Platform comparison
| Platform | YES odds | NO odds | Fee | KYC | Settlement | |
|---|---|---|---|---|---|---|
Kalshi Alternative UK Pick polygram.ink |
0% | 100% | 0% (USDC on-chain) | No-KYC up to $1,500 | USDC, auto via UMA oracle | Open on Kalshi Alternative UK → |
Polymarket polymarket.com |
0% | 100% | 0% | Geo-blocked in US/UK/EU | USDC, on-chain | Open on Kalshi Alternative UK → |
Kalshi kalshi.com |
— | — | Up to 7% per trade | US-only, KYC required | USD | Open on Kalshi Alternative UK → |
Betfair Exchange betfair.com |
— | — | 2-5% commission | Full KYC from first trade | GBP / EUR | Open on Kalshi Alternative UK → |
Manifold Markets manifold.markets |
— | — | Play-money (mana) | None — play-money | Mana (no cash-out) | Open on Kalshi Alternative UK → |
Live odds for Polymarket-based markets come from the Polygon order book. Non-Polymarket venues show attributes only; clicking any row opens the market on Kalshi Alternative UK.
Active sub-markets
Market context
Bitcoin's price on 1 June 2026 remains unspecified in the market title, meaning traders are effectively pricing the probability that BTC will reach *some* threshold on that date. The 0% crowd probability suggests either extreme confidence in a narrow price band or minimal liquidity in the order book. Across platforms, this ambiguity manifests differently: Polymarket's binary YES/NO structure forces a settlement criterion that must be defined before expiry, whilst Kalshi's regulated US framework typically requires explicit strike prices for crypto derivatives. Betfair and Smarkets, operating under UK and EU gambling licences respectively, often accept broader "will Bitcoin trade above X" constructions, which can accommodate vaguer settlement terms—though this flexibility comes with higher dispute risk.
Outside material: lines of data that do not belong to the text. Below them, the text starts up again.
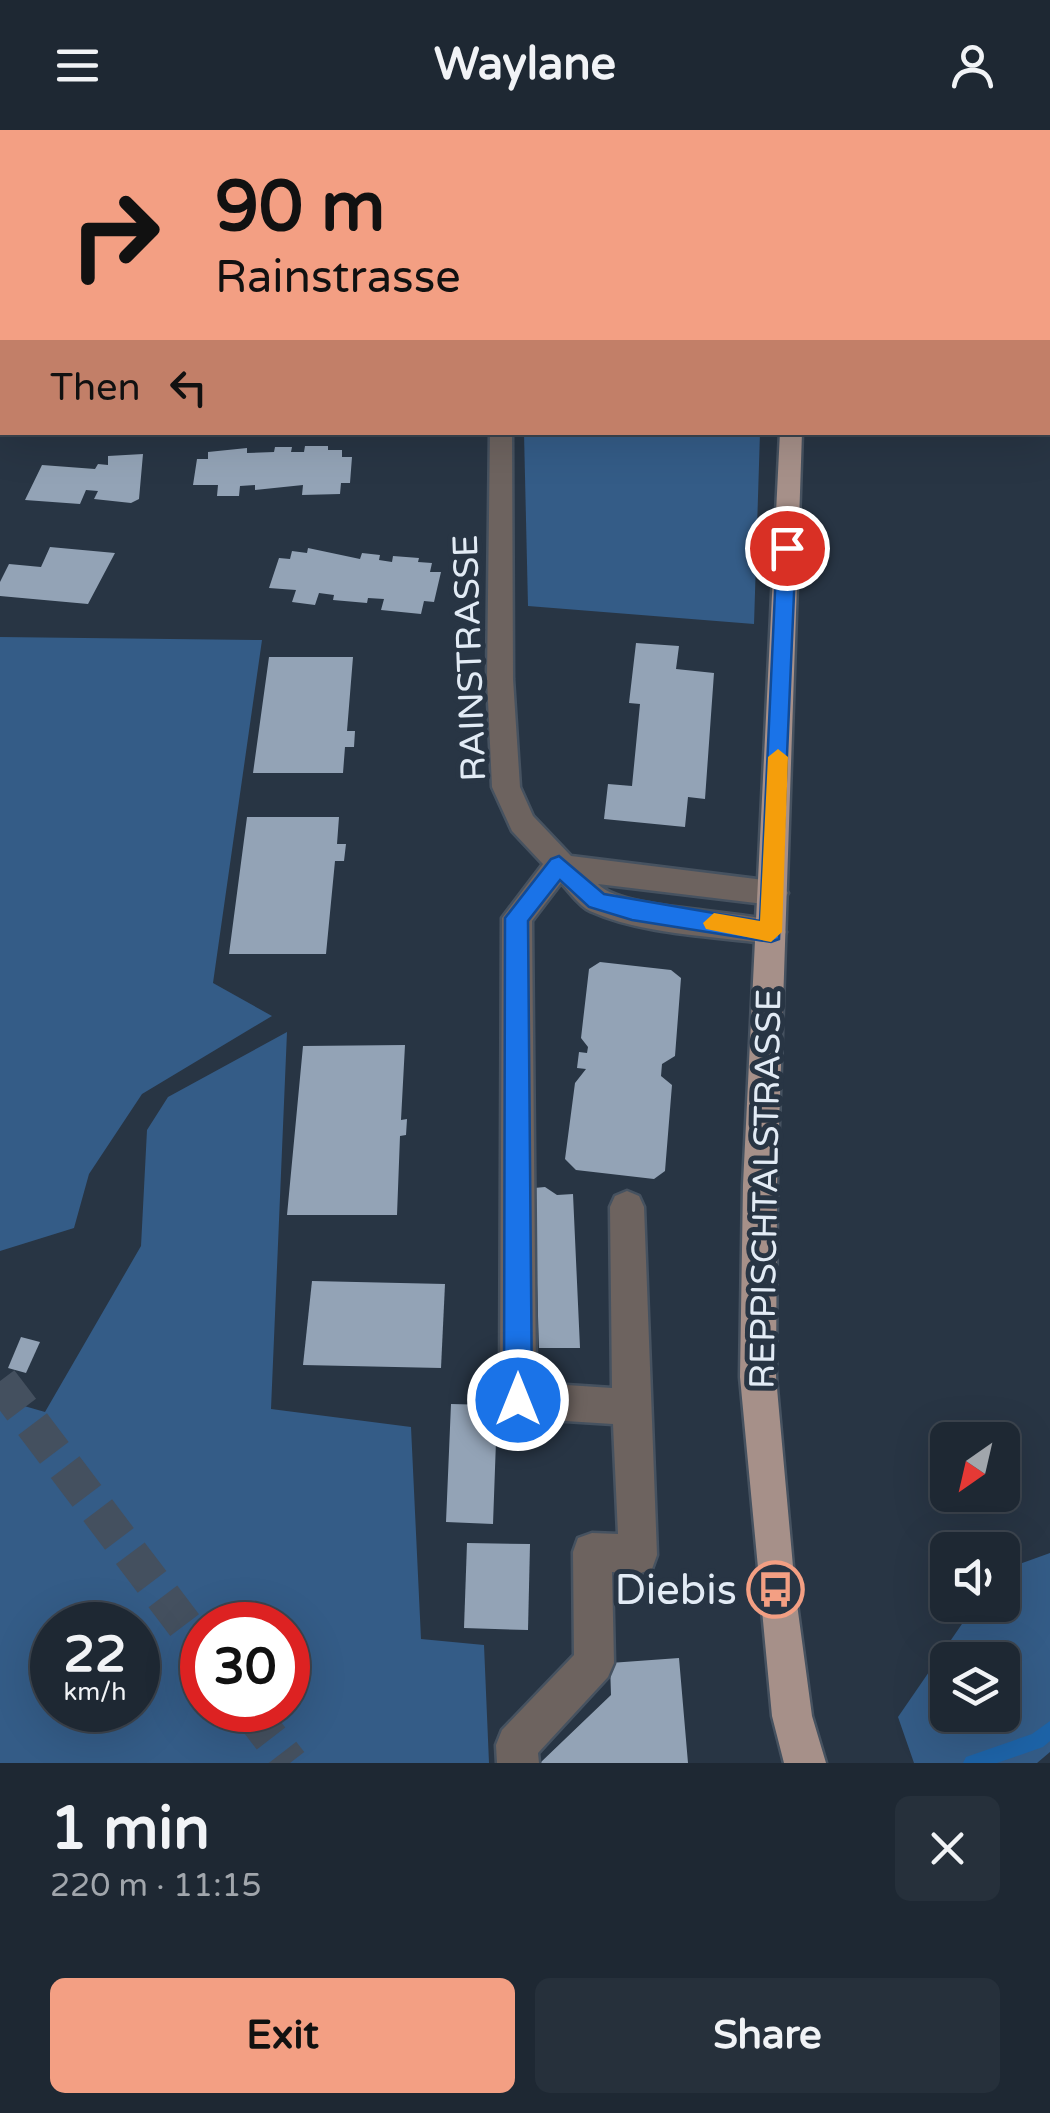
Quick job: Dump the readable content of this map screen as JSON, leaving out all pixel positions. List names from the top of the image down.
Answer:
{
  "streets": {
    "main road": ["REPPISCHTALSTRASSE"],
    "street": ["RAINSTRASSE"]
  },
  "crossings": [
    ["RAINSTRASSE", "REPPISCHTALSTRASSE"]
  ],
  "places": {
    "bus stop": ["Diebis"]
  },
  "north": "bottom left",
  "page": {
    "header": "Waylane",
    "turn": ["90 m", "Rainstrasse"],
    "then": "Then",
    "speed": "22 km/h",
    "limit": "30",
    "heading": ["1 min", "220 m · 11:15"],
    "buttons": ["Exit", "Share"]
  }
}
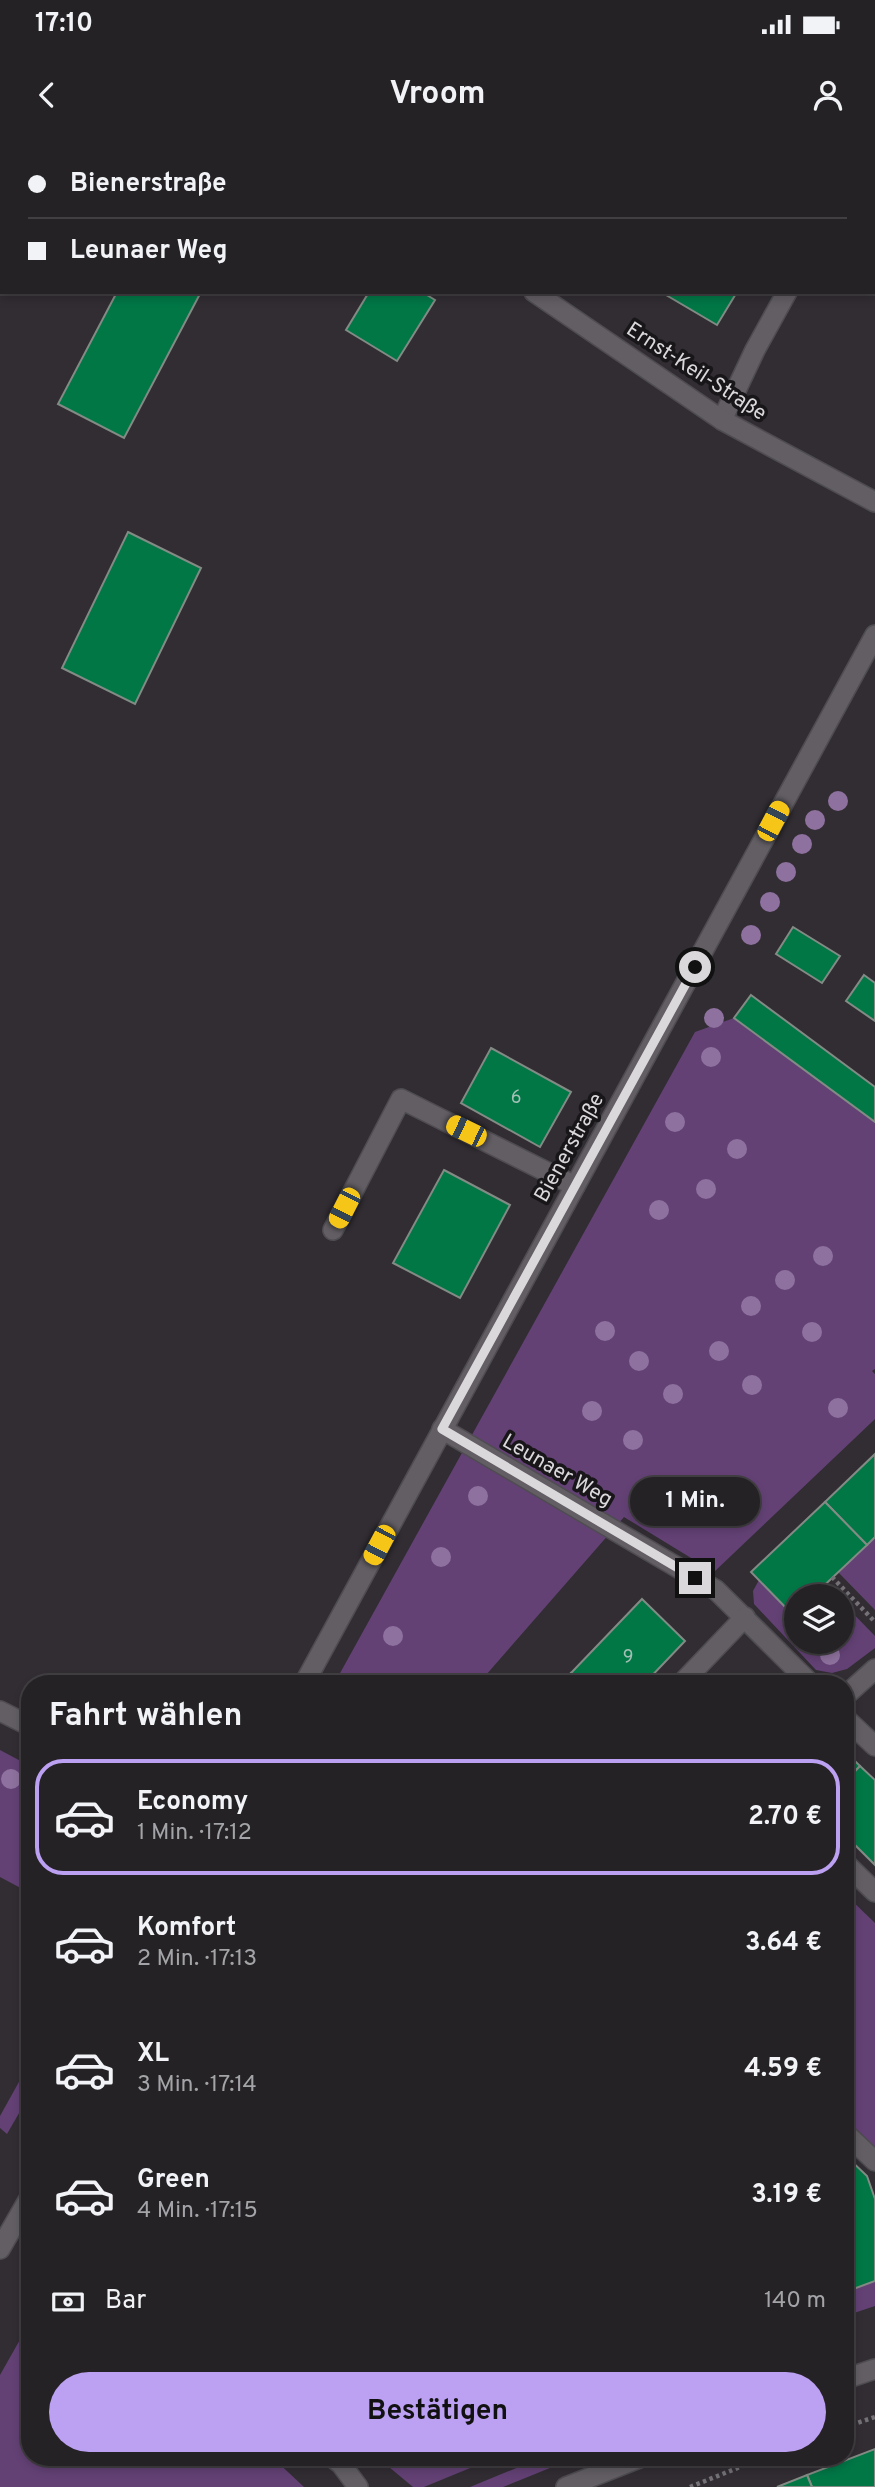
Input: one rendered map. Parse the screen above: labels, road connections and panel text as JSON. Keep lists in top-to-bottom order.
{
  "streets": {
    "street": ["Ernst-Keil-Straße", "Bienerstraße", "Leunaer Weg"]
  },
  "crossings": [
    ["Bienerstraße", "Leunaer Weg"]
  ],
  "house_numbers": ["6", "9"],
  "page": {
    "status": "17:10",
    "header": "Vroom",
    "banner": ["Bienerstraße", "Leunaer Weg"],
    "bubble": "1 Min.",
    "heading": "Fahrt wählen",
    "list": [
      {
        "name": "Economy",
        "note": "1 Min. · 17:12",
        "value": "2.70 €"
      },
      {
        "name": "Komfort",
        "note": "2 Min. · 17:13",
        "value": "3.64 €"
      },
      {
        "name": "XL",
        "note": "3 Min. · 17:14",
        "value": "4.59 €"
      },
      {
        "name": "Green",
        "note": "4 Min. · 17:15",
        "value": "3.19 €"
      }
    ],
    "pay": ["Bar", "140 m"],
    "buttons": "Bestätigen"
  }
}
Historical precedent suggests Bitcoin's intraday and daily volatility make single-date price predictions inherently difficult to calibrate. Between 2021 and 2024, BTC routinely swung 5–15% within 24-hour windows; the 0% probability may reflect traders' reluctance to commit capital when the settlement price remains undefined rather than genuine conviction about price direction. Fee structures matter here: Polymarket charges 2% on winnings, Kalshi takes 0–5% depending on order flow, whilst Betfair's commission scales from 2–5%. On a volatile asset with unclear terms, those basis points accumulate quickly across hedging positions.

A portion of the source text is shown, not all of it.